Bopbop
Bopbop

Reputation: 83

React Router Navigate pathing

I would like to understand better how the useNavigate works as I'm not really understanding the pattern.

This is my Routes

<BrowserRouter>
      <Routes>
        <Route path="/" element={<Homepage />} />
      </Routes>
      <Routes>
        <Route path="/questionaire" element={<Questionaire />} />
        <Route path="questionaire/1" element={<Question1 />} />
        <Route path="questionaire/2" element={<Question1 />} />
      </Routes>
    </BrowserRouter>

On the Questionaire page I use navigate("1") and it goes into the path "/questionaire/1" - Nice!

Now on question1 I want to go into "/questionaire/2":

How do I make an increment so every question just adds ++ How do I go from questionaire/5 into questionaire/2 using navigate?

I'm using navigate in buttons, should I use LINK? with a button nested in it? Why?

EDIT: doesn't necessarily have to increment the value, but just replace the current number with the one I want - ex question/1 to question/2 or from question/5 to question/3

Upvotes: 3

Views: 8502

Answers (3)

Drew Reese
Drew Reese

Reputation: 202605

What you are asking about is the fundamental difference between absolute and relative routing. In react-router-dom@6 the only thing that differentiates relative links and routes from absolute links and routes is the leading "/" character.

  • Absolute links and routes:

    • Begin with a leading "/" character, i.e. "/root/segment1/segment2"

    • Replace the entire path

      // "/root/segment1"
      navigate("/root/otherPath");
      // "/root/otherPage"
      
  • Relative links and routes:

    • Do not begin with a leading "/" character, i.e. "segment2"

    • Append to the current path

      // "/root/segment1"
      navigate("otherPath");
      // "/root/segment1/otherPage"
      

      ...

      // "/root/segment1"
      navigate("../otherPath");
      // "/root/otherPage"
      

I suggest the following route refactor:

  • All sibling routes can be wrapped and rendered by a single Routes component.
  • Use layout and index routes to help manage/organize nested routes.

Code

<BrowserRouter>
  <Routes>
    <Route path="/" element={<Homepage />} />
    <Route path="/questionaire">
      <Route index element={<Questionaire />} /> // "/questionaire"
      <Route path="1" element={<Question1 />} /> // "/questionaire/1"
      <Route path="2" element={<Question2 />} /> // "/questionaire/2"
      ...
      <Route path="<N>" element={<QuestionN />} /> // "/questionaire/<N>"
    </Route>
  </Routes>
</BrowserRouter>

Use absolute paths to navigate from to the parent path or from question to question:

navigate("/questionaire");   // to parent
navigate("/questionaire/1"); // to question #
navigate("/questionaire/2");
navigate("/questionaire/N");

Use relative paths from the parent layout route on path="/questionaire":

navigate("..");   // to parent
navigate("../1"); // to question #
navigate("../2");
navigate("../N");

Notice here that we can use ".." to navigate relatively to the parent route.
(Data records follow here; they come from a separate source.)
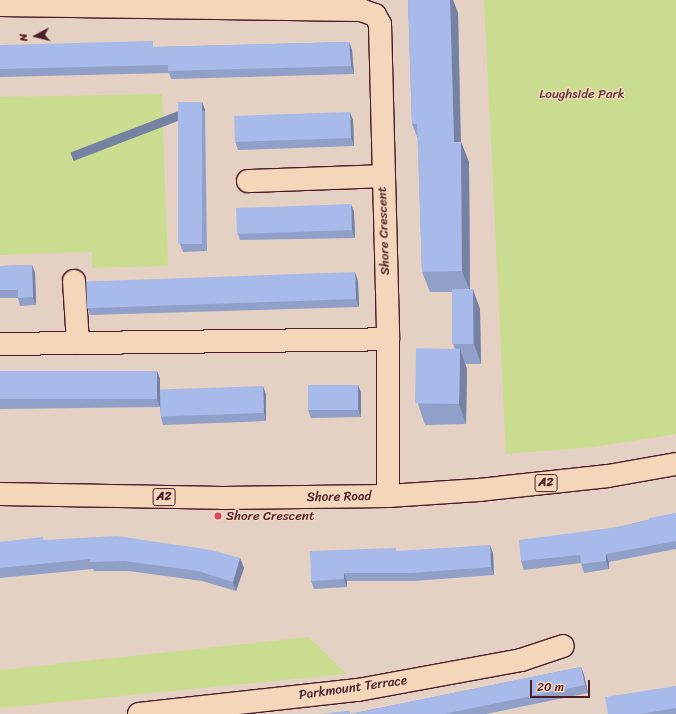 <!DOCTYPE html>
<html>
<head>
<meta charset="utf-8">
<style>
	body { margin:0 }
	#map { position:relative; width:676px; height:714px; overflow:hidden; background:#e5d1c3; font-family:Sriracha,sans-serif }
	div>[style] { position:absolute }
	.green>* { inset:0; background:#cadc90 }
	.roads { filter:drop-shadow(1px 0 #4a1f2b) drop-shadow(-1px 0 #4a1f2b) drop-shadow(0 1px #4a1f2b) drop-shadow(0 -1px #4a1f2b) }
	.minor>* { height:22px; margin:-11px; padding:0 11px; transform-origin:11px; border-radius:11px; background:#f4d7ba }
	.major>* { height:22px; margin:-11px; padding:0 11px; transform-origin:11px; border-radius:11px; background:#f4d7ba }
	.wall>* { inset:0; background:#90a0c8 }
	.shaded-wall>* { inset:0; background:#7582a3; transform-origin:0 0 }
	.building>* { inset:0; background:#a7bae9; transform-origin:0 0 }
	.dots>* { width:11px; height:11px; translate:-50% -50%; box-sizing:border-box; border:2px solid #f4d7ba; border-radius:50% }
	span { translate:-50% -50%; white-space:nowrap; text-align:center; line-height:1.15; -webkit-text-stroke:3px #f4d7ba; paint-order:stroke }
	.shield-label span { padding:1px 3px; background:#f4d7ba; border:1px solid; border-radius:3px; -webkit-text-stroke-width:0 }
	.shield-label { font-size:12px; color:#4a1f2b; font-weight:700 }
	.park-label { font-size:13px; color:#5d3b3a }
	.street-label { font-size:13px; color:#4a1f2b }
	.poi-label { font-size:13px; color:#4a1f2b }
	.left { translate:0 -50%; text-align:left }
	.north { position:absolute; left:16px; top:16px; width:40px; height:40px; -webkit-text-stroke:3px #f4d7ba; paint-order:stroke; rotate:263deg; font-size:11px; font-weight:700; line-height:16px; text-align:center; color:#4a1f2b }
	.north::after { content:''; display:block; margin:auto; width:14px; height:18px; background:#4a1f2b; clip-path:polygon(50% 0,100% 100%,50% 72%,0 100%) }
	.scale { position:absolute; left:530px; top:680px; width:60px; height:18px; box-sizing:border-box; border:2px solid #4a1f2b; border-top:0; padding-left:5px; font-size:12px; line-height:14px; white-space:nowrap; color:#4a1f2b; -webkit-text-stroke:3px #f4d7ba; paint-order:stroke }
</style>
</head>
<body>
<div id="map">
	<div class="green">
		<div style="clip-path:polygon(484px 0,676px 0,676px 434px,594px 447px,506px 454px)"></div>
		<div style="clip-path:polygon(162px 94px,168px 266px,92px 268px,92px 252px,0 255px,0 97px)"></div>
		<div style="clip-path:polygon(309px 637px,346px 674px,0 708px,0 670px)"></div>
	</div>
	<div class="roads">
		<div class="minor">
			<div style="left:0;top:5px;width:361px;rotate:0.8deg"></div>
			<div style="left:361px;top:10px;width:15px;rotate:20deg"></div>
			<div style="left:375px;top:15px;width:10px;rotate:61deg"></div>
			<div style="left:380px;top:24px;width:315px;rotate:88.5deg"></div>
			<div style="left:388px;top:339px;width:157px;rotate:90deg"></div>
			<div style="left:248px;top:181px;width:134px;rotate:-2.1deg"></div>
			<div style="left:74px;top:281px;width:62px;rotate:86.3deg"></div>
			<div style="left:0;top:344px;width:388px;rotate:-0.7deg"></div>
			<div style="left:139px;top:714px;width:220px;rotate:-6.3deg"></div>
			<div style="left:358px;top:690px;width:166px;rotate:-10.4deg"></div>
			<div style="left:521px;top:660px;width:44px;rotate:-18.4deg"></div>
		</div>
		<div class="major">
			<div style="left:0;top:494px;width:222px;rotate:1deg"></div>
			<div style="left:222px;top:498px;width:166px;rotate:-0.7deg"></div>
			<div style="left:388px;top:496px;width:91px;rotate:-3.8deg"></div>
			<div style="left:479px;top:490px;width:130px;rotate:-6.2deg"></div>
			<div style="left:608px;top:476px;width:69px;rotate:-10deg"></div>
		</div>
	</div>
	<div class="wall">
		<div style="clip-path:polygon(408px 0,453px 0,458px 13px,461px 142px,469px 162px,470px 289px,480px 309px,481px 364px,465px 364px,467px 369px,466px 424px,425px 425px,418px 404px,455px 349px,453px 344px,452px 292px,430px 292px,422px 272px,418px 139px,412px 124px)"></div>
		<div style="clip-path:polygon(349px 42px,352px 50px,354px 74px,171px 79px,169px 73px,0 77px,0 45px,155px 47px)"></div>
		<div style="clip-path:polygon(202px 102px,205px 110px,207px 251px,183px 252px,180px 244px)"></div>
		<div style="clip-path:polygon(353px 120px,354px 146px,238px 150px,235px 141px)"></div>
		<div style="clip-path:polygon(354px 212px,355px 238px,240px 240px,237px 232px)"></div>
		<div style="clip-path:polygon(32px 265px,35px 273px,36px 305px,20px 306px,18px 298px,0 298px,0 266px)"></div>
		<div style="clip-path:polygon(358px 281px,359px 307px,90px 315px,87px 307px)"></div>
		<div style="clip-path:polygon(157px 371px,160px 379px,160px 390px,266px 394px,266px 421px,163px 425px,161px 417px,160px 407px,0 409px,0 374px)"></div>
		<div style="clip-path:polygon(358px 385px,361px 393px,361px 417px,311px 418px,308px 410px)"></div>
		<div style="clip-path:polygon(676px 513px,676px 549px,609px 562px,609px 569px,584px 573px,581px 563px,524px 570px,521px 561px,618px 527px)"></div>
		<div style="clip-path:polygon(44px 540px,240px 558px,244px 568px,236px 591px,202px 581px,129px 571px,94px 571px,93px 569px,0 578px,0 542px)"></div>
		<div style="clip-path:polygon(398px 551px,493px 553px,494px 575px,414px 581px,347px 581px,347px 587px,314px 589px,311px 581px)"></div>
		<div style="clip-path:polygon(581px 667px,584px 675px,588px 693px,486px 714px,322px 714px,349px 711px,350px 714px)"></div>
		<div style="clip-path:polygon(676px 686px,676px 714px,608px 714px)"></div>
	</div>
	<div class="shaded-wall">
		<div style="clip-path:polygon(450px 0,453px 0,458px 13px,461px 160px,461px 142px,469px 162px,470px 291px,462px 271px,454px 142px)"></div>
		<div style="clip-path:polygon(349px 42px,352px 50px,354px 74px,351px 66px)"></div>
		<div style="left:202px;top:102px;width:9px;height:141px;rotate:69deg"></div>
		<div style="clip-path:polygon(350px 112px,353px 120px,354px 146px,351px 138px)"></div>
		<div style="clip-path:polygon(351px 204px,354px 212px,355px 238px,352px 230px)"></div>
		<div style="clip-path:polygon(32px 265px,35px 273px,36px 305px,33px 297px)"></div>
		<div style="clip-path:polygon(355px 272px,358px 281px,359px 307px,356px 299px)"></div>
		<div style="clip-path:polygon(473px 289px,480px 309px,481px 364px,474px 344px)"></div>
		<div style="clip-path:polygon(460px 349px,467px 369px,466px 424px,459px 404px)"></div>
		<div style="clip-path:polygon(157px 371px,160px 379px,160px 407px,157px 399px)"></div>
		<div style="clip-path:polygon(358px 385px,361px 393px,361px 417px,358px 409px)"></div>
		<div style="clip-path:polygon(263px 386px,266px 394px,266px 421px,264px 413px)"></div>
		<div style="clip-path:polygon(490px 545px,493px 553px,494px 575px,491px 567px)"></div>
		<div style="clip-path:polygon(606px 554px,609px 562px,609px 569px,606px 561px)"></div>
		<div style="clip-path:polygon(240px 558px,244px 568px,236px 591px,233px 582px)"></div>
		<div style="clip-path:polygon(344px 573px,347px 581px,347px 587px,344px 579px)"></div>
		<div style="clip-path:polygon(581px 667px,584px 675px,588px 693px,585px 685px)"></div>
	</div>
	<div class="building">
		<div style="clip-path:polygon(408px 0,450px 0,454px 142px,461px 142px,462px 271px,422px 272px,417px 124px,412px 124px)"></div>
		<div style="clip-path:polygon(153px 41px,153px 47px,349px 42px,351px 66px,168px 71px,168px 65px,0 69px,0 45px)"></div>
		<div style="left:178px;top:102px;width:24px;height:142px"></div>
		<div style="left:350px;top:112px;width:26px;height:116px;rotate:88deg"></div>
		<div style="left:351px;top:204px;width:26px;height:115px;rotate:88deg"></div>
		<div style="clip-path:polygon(32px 265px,33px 297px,18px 298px,18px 290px,0 290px,0 266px)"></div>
		<div style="left:355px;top:272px;width:27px;height:269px;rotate:88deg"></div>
		<div style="left:452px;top:289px;width:21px;height:55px"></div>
		<div style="left:460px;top:349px;width:55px;height:44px;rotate:91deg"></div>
		<div style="left:157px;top:371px;width:28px;height:157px;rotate:90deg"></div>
		<div style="left:308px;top:385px;width:50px;height:25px"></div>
		<div style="left:263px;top:386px;width:27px;height:103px;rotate:88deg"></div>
		<div style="clip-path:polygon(676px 513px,676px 541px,606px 554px,606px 561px,581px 564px,580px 555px,521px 561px,519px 540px,618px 527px,649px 520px,649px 518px)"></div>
		<div style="clip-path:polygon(117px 536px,211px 550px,240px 558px,233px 582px,198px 571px,125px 561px,90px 562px,90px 559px,0 568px,0 542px,43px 537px,43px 540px)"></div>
		<div style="clip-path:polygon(490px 545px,491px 567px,411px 573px,344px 573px,344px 579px,311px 581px,310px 551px,396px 548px,396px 551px)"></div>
		<div style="clip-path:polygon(581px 667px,585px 685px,444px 714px,322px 714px,349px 711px,350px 714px)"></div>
		<div style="clip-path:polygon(676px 686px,676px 708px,641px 714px,608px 714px,605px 697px)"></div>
	</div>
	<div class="dots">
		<div style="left:218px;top:516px;background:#d1495b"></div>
	</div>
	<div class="shield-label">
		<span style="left:546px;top:483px">A2</span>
		<span style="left:164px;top:497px">A2</span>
	</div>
	<div class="park-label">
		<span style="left:582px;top:94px">Loughside Park</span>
	</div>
	<div class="street-label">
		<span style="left:384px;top:231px;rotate:-92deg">Shore Crescent</span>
		<span style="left:339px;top:497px;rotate:-1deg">Shore Road</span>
		<span style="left:353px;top:688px;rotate:-8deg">Parkmount Terrace</span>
	</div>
	<div class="poi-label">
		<span class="left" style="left:226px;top:516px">Shore Crescent</span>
	</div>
	<div class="north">N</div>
	<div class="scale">20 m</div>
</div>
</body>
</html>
This is useful to navigate along sibling components.

Upvotes: 5

arthurg
arthurg

Reputation: 23

Answering you second question:

How do I make an increment so every question just adds ++ How do I go from questionaire/5 into questionaire/2 using navigate?

navigate("questionare/2") - leads me into /questionaire/1/questionaire/2

You can do this using absolute path (e.g: '/questionaire/2') or relative path (e.g: '2'), you can either do this using a Link or programmatically using a useNavigate hook.
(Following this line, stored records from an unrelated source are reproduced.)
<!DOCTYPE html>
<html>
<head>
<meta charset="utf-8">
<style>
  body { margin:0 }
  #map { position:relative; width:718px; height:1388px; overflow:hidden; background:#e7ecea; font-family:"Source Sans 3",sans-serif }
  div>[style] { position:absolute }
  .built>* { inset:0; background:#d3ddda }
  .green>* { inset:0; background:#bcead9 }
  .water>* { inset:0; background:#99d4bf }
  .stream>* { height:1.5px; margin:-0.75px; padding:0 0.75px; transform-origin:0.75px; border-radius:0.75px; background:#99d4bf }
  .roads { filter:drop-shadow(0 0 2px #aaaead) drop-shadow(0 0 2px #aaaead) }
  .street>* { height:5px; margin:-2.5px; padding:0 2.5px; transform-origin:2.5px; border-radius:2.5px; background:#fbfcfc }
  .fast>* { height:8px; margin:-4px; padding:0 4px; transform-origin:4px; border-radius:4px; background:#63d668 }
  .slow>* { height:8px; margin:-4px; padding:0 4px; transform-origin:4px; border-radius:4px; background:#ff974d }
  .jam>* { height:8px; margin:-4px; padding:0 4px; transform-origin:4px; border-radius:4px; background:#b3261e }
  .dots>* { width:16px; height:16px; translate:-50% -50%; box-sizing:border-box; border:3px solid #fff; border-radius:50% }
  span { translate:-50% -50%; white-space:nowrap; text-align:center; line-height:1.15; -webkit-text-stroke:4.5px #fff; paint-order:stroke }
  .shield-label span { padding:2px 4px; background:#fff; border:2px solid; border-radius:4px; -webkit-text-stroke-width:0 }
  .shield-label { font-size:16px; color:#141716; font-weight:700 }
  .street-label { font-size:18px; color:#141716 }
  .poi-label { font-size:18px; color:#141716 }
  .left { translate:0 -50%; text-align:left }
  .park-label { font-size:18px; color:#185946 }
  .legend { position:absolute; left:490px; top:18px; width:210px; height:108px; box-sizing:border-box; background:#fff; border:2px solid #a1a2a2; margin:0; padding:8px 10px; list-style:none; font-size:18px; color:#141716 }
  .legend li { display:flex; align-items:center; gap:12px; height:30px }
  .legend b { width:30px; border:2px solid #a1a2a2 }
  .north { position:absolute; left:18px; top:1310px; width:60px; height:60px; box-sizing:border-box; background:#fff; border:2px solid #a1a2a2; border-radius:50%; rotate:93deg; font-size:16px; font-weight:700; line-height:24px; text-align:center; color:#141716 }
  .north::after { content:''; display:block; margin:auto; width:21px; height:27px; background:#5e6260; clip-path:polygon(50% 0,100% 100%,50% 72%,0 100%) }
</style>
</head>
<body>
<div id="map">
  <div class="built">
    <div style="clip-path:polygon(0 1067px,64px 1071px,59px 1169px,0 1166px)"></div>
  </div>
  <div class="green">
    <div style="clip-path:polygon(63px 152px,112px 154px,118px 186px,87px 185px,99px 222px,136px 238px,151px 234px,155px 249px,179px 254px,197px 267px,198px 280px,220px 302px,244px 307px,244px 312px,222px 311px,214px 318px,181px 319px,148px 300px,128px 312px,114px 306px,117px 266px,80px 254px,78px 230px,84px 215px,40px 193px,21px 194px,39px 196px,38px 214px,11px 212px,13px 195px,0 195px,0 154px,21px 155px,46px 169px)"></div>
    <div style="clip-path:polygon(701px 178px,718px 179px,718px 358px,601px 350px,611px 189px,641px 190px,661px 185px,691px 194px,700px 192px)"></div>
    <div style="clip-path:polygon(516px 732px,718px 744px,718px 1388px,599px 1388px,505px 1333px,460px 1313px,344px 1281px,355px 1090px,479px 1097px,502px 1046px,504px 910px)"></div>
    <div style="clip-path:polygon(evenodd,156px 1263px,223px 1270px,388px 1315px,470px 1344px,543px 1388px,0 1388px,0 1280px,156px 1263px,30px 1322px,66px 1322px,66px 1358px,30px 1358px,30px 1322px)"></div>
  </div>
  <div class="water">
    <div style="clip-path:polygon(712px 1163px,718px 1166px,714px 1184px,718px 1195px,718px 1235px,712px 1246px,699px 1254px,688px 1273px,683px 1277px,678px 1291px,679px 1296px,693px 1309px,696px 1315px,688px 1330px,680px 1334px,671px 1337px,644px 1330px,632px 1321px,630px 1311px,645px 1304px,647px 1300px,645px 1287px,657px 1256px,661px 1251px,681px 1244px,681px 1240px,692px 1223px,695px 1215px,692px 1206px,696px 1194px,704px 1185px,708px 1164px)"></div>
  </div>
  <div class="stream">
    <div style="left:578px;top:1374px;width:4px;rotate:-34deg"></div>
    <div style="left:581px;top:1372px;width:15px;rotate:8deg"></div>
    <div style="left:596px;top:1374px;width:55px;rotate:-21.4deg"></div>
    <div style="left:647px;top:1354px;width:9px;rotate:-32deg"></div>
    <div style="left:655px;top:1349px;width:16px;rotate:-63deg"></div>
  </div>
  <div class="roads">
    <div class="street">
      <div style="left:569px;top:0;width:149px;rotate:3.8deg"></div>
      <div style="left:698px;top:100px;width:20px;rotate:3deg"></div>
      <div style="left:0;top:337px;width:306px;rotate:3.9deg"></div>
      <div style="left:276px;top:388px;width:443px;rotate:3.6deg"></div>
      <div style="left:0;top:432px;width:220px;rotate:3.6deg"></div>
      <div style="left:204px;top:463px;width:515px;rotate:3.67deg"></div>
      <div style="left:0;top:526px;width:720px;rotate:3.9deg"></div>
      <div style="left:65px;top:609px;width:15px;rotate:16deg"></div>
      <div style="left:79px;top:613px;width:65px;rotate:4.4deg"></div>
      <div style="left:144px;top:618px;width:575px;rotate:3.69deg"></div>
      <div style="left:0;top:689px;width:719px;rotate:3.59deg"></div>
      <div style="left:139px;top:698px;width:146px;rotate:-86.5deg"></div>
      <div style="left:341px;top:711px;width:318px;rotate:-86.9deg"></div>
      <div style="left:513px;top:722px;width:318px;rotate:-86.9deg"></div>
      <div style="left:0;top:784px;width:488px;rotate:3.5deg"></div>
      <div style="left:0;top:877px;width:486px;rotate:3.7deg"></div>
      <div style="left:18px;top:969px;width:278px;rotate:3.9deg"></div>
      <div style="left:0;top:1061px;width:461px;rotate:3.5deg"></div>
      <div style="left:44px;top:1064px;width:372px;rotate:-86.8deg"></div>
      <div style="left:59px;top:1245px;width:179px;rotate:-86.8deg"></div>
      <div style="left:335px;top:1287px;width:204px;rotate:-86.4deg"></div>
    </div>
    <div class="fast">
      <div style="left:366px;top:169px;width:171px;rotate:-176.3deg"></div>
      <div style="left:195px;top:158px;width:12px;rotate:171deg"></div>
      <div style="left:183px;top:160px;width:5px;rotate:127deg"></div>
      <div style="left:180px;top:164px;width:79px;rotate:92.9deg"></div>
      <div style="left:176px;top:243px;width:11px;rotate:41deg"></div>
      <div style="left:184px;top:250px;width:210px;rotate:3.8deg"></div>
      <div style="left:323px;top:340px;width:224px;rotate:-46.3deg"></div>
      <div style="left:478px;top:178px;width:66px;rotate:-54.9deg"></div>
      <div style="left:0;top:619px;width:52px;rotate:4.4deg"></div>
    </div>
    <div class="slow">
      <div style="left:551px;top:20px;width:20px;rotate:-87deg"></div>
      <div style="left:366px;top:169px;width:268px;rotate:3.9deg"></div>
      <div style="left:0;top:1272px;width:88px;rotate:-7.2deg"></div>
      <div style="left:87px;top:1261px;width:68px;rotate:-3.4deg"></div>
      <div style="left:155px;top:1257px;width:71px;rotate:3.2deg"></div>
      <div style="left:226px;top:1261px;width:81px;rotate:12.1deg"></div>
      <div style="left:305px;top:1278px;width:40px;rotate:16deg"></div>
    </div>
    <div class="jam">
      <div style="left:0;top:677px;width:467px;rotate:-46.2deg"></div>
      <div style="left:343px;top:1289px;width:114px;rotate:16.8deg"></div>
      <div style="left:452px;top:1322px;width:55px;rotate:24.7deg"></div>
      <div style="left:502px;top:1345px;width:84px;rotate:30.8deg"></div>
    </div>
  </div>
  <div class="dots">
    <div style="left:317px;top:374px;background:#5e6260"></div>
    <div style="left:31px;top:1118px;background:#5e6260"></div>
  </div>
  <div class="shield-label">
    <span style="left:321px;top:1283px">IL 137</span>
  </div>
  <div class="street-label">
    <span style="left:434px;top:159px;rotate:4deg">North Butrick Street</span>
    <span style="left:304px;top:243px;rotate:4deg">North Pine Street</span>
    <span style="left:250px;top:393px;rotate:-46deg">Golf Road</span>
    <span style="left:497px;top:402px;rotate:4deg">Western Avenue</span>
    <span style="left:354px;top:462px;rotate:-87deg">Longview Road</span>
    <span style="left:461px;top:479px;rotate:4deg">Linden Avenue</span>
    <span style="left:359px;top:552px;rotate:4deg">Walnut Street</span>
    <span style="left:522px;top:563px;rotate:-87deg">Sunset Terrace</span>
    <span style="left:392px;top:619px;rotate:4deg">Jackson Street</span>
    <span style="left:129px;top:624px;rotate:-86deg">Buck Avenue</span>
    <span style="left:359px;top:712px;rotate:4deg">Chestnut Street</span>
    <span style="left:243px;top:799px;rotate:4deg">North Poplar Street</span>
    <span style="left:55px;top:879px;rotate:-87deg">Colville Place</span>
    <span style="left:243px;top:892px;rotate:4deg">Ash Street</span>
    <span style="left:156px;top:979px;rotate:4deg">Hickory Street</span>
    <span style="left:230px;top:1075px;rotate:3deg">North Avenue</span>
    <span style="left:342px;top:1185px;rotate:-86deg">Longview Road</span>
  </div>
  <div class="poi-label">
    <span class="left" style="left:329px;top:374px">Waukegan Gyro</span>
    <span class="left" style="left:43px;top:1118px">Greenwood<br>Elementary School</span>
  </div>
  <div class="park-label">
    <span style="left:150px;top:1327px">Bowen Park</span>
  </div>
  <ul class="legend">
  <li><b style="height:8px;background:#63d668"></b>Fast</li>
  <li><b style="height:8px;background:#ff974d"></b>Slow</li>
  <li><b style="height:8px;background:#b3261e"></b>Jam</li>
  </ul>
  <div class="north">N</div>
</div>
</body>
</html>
const navigate = useNavigate()
const handleClick = () => {
   navigate('2')
   //or
  navigate('/questionaire/2')
} 

Your current code is using relative path + adding entire path, which leads to duplicated path as you mentioned.

Upvotes: 1

choco
choco

Reputation: 96

as i know. (i am noob)

On the Questionaire page I use navigate("1") and it goes into the path "/questionaire/1" - Nice! Now on question1 I want to go into "/questionaire/2": navigate("2") - leads me into /questionaire/1/2

When you use just a number or string, useNav just adding it with / after current path. If you instead of number 2 write 'hi' it navigate you to /hi.

navigate("/2") - leads me into /2.

Its because you wrote absolute path, if before your string in useNav you will add "/", then its meaning "yourhost"+"your string". example: Your host is localhost:3000. If you entered '/test' in useNav it will be localhost:3000/test. Or you want add this "/test/2/3" - then it will be localhost:3000/test/2/3.

navigate("questionare/2") - leads me into /questionaire/1/questionaire/2

as i said if you have just string and before it you didnt add /, then its just added after your current path.